事前情報としてインプットしていれば、戦闘兵器であるリジュームは臆さない。そして最後の狼型悪夢獣を斬り伏せて、オウガ・オリジンへの道を斬り開く。
「見事なものだね。あとは任せて貰おうか」
オウガ・オリジンの姿が見えたシーザーは好機と捉えて突撃する。だがそれを阻まんと残っていた一角獣型と巨大馬型悪夢獣が殺到する。
包囲するようにシーザーを捉え、そして巨大馬型が強烈な突進でシーザーを跳ね飛ばす。これほどの衝撃ならば身体がバラバラになって当然だが、シーザーの身体は肉片にならず虚空へと消えていく。
「やはり獣か。簡単に引っかかる」
それはシーザーがオドの魔力によって創造した自身の質量のある分身体であった。本物と見分けのつかない分身の傍にいたシーザーは、カウンターとばかりにオーラセイバーを最大に伸ばして振るう。
一角獣型を一気に掃討し、悪夢獣の血が散らばる。そしてその血の海の中を飛翔し、巨大馬型の頭にオーラセイバーを突き立てて、そのまま真っすぐ両断するシーザー。
「屍山血河という奴だね」
赤き公爵の名にふさわしく、血を、赤を積み重ねていく。かねてよりその身は返り血を浴びることなど気にせず、むしろ染め上げることに苦などない。
興が乗ったシーザーは能力「シドンの栄華(デウス・アニマ)」を発動させ、破壊の魔力を増幅させる。それをオーラセイバーに乗せることでさらに悪夢獣の殲滅スピードを上げていく。
「せめて悪夢から解放されて骸の海に還りたまえ」
それは彼なりの慈悲であり、葬送でもあった。一角獣型は止めることなくただの血へと還っていき、巨大馬型も突進することすら能わずにただの肉片へと化していく。
シーザーが一角型と巨大馬型の悪夢獣を葬り去ったと同時に、リジュームも狼型の群れを消し飛ばして、オウガ・オリジンの前に立つ。
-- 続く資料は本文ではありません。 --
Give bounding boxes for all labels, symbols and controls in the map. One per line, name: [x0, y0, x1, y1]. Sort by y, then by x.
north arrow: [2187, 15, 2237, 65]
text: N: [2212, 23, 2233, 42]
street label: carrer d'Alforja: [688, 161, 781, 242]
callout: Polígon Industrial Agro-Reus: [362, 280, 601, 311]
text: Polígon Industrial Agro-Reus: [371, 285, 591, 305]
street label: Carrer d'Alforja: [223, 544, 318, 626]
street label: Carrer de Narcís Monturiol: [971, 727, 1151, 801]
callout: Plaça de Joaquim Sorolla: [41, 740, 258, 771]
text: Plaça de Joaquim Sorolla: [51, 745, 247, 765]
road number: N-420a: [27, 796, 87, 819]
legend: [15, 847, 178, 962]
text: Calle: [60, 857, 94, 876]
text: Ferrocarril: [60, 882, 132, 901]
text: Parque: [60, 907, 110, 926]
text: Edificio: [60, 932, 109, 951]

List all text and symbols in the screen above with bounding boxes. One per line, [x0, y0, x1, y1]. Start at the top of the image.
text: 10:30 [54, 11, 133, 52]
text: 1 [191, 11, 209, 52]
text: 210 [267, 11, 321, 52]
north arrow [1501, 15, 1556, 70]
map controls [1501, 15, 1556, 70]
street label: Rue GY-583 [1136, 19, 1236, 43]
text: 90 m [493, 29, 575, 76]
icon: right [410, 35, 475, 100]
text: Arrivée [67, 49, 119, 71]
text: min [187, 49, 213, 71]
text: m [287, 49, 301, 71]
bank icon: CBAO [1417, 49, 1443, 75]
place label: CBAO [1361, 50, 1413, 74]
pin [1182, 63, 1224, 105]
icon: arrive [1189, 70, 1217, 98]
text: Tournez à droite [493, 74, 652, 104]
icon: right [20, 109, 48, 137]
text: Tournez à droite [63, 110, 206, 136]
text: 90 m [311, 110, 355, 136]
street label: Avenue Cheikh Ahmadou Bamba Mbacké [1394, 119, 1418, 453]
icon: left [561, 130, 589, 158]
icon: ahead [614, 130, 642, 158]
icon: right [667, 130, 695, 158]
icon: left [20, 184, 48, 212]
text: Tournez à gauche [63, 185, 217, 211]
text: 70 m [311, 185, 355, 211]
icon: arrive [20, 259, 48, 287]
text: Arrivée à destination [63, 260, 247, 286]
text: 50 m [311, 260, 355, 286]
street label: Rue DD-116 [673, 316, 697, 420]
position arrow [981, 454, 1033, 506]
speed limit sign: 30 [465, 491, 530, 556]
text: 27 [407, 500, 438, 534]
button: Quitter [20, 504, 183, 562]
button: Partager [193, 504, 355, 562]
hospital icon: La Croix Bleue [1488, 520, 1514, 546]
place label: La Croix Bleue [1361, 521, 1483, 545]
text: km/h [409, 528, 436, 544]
オーラセイバーとデュアルムーンの刃が、ベッドの上のオウガ・オリジンの前に突き立てられる。
「ああ……、悪夢が……終わる……わたし……ようやく……」
オウガ・オリジンはその暴虐性すら喪失したような声を絞り出す。その手の傷からは悪夢獣の放出は終わっていた。そしてその黒い表情から溶けるように流れ出す、一条の雫。
そしてシーザーとリジュームの刃を気にせずにベッドに横になるオウガ・オリジン。まるで子供のように寝息を立てると同時に、その身体は崩壊へと向かっていく。まさしく眠るのように逝く、といった感じであった。
「……最後は安らぎを得たというわけかな」
シーザー達が悪夢獣を掃討したことにより、中の「はじまりのアリス」が悪夢から解放された瞬間と判断したシーザー。だがそれは一時的なものに過ぎないだろう。彼女は「はじまりのオウガ」でもあるのだから。
だがそれでもオウガ・オリジンはついに滅びることになった。それはつまりオウガの悪夢から解放されたかもしれないとも思う。そしてリジュームは戦闘終了と共にデュアルムーンから血を払う。
「……固着する前に洗浄しないと余計な作業が増える懸念がありますね」
シーザーも忘れていたが、今の二人は血塗れである。リジュームの実利ある発言に、苦笑して応えるシーザー。ようやく勝利したという実感を得て、他の猟兵達と共にアサイラムからの帰還を果たす。
アリスラビリスをカタストロフへと導こうとしたオウガ・オリジンは猟兵達によって完全敗北を喫し、その強大なる暴力は消滅することとなった。これでアリスラビリンスにも平穏が訪れることであろう。
だが油断はできない。猟書家の何人かはオウガ・オリジンの力をうまく簒奪し、このアリスラビリンスや他世界に君臨を果たすのだから。これからも破滅を防ぐ為に戦いは続くことになる。
それでもオウガ・オリジンは倒れた。今はその事実をかみしめ、勝利を喜ぼう。そして明日から、また平和を守るために戦うのが猟兵なのだから。